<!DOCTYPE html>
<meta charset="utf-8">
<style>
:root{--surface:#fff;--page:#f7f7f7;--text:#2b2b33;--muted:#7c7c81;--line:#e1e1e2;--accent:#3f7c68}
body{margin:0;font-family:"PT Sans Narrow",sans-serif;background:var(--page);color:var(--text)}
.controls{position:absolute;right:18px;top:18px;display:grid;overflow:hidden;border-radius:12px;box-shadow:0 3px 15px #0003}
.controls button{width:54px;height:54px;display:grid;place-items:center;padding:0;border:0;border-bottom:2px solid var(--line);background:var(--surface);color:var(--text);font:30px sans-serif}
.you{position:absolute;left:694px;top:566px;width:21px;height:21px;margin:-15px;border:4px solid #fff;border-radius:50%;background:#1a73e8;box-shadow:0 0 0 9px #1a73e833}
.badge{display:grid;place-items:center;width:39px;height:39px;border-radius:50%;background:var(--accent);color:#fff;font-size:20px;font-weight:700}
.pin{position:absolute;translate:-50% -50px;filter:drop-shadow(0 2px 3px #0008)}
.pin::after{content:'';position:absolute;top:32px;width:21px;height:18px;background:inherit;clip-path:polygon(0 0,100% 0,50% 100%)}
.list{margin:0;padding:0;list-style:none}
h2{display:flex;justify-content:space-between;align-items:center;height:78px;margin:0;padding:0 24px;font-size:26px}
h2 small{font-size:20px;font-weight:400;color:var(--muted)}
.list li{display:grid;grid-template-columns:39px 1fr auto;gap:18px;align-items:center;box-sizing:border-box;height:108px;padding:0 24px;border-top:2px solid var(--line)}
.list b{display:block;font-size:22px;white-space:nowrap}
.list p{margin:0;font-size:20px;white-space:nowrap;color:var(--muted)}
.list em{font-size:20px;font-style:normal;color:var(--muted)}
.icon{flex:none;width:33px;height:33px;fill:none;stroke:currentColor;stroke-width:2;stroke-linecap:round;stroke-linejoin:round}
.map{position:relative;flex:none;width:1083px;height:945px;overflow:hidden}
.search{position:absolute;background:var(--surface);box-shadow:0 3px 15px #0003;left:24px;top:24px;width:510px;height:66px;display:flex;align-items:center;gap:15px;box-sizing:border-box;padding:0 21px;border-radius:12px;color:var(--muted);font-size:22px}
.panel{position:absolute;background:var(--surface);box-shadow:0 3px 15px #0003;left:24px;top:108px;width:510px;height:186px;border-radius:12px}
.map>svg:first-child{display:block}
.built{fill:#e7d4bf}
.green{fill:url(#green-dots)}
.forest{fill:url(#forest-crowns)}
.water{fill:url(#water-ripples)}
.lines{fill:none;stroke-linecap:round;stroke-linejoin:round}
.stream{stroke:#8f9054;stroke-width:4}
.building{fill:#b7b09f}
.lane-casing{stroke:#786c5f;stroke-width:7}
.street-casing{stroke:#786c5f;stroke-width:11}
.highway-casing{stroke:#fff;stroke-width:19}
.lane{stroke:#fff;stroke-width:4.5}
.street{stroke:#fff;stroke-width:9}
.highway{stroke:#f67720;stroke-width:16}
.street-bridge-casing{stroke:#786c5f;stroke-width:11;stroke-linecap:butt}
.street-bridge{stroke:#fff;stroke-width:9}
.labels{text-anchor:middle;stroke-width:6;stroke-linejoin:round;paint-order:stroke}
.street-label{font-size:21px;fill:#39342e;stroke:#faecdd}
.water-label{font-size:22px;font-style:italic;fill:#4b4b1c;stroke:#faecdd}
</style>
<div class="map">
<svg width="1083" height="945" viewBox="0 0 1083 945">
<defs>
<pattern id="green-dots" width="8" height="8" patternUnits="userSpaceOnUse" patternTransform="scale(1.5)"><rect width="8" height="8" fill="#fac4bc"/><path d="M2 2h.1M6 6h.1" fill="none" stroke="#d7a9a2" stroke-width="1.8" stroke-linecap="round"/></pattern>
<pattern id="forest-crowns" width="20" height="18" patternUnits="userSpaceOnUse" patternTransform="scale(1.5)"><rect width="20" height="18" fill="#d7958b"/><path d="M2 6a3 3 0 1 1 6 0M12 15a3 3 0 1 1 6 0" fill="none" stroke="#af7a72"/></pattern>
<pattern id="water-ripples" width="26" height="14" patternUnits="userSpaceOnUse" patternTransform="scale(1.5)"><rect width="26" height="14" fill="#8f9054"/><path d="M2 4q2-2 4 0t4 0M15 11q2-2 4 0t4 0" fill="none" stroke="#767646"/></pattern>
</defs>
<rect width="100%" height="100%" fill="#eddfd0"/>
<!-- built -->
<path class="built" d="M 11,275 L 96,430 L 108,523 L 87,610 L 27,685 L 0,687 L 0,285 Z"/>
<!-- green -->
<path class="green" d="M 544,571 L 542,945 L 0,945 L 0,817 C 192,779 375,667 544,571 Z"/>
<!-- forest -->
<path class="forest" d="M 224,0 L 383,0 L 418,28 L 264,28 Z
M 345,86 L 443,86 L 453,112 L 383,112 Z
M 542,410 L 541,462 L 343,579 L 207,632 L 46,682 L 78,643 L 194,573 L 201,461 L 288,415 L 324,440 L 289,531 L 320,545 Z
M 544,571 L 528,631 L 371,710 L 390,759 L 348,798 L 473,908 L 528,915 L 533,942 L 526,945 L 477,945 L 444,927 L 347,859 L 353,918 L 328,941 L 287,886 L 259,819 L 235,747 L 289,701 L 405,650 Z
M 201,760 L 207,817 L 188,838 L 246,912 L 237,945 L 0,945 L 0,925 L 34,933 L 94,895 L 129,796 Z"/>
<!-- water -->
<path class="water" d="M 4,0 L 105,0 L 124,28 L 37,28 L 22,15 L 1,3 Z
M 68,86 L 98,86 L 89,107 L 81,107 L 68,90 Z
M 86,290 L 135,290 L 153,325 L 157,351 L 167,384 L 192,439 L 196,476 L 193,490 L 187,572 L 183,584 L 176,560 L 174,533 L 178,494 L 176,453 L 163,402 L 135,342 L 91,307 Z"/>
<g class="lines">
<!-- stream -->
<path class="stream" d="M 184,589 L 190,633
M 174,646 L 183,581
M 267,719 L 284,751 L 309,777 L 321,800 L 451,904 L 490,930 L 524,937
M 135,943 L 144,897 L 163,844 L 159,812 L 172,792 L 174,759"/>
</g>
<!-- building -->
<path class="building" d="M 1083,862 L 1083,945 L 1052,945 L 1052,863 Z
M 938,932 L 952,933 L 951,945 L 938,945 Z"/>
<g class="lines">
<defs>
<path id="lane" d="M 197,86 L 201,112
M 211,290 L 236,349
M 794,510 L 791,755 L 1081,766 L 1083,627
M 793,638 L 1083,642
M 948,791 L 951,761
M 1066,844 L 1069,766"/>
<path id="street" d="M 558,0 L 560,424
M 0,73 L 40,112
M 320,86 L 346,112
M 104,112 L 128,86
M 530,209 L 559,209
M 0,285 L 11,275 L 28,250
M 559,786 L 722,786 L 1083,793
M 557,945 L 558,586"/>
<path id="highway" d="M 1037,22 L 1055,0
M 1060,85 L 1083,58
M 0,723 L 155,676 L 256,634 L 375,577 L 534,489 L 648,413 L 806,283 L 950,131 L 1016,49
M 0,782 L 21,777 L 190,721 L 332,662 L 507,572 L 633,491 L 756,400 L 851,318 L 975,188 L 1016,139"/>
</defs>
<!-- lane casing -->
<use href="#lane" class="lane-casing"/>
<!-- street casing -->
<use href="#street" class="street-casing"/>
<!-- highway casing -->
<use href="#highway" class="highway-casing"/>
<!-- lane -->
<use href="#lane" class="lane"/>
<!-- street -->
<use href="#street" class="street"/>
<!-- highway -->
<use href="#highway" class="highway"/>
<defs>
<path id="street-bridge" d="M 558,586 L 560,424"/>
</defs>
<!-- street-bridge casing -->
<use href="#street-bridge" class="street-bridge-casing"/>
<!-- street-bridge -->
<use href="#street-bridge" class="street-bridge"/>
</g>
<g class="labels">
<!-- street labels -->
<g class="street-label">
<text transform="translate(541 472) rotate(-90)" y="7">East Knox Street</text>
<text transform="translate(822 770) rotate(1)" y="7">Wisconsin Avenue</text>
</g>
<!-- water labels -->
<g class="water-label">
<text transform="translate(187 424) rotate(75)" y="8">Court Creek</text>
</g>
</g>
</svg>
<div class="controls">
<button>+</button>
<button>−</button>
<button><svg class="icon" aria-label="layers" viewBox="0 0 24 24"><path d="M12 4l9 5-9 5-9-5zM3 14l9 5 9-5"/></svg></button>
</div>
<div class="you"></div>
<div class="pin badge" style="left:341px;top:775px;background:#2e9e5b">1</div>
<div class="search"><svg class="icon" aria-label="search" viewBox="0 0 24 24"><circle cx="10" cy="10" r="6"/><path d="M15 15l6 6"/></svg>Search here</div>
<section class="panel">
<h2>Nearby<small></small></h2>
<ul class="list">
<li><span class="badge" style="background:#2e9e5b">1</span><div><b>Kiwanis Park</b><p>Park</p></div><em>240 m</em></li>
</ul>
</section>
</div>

========

Which lines in the records above contain the word "search"? Return each of them.

▸ EXERCISE RESULT
.search{position:absolute;background:var(--surface);box-shadow:0 3px 15px #0003;left:24px;top:24px;width:510px;height:66px;display:flex;align-items:center;gap:15px;box-sizing:border-box;padding:0 21px;border-radius:12px;color:var(--muted);font-size:22px}
<div class="search"><svg class="icon" aria-label="search" viewBox="0 0 24 24"><circle cx="10" cy="10" r="6"/><path d="M15 15l6 6"/></svg>Search here</div>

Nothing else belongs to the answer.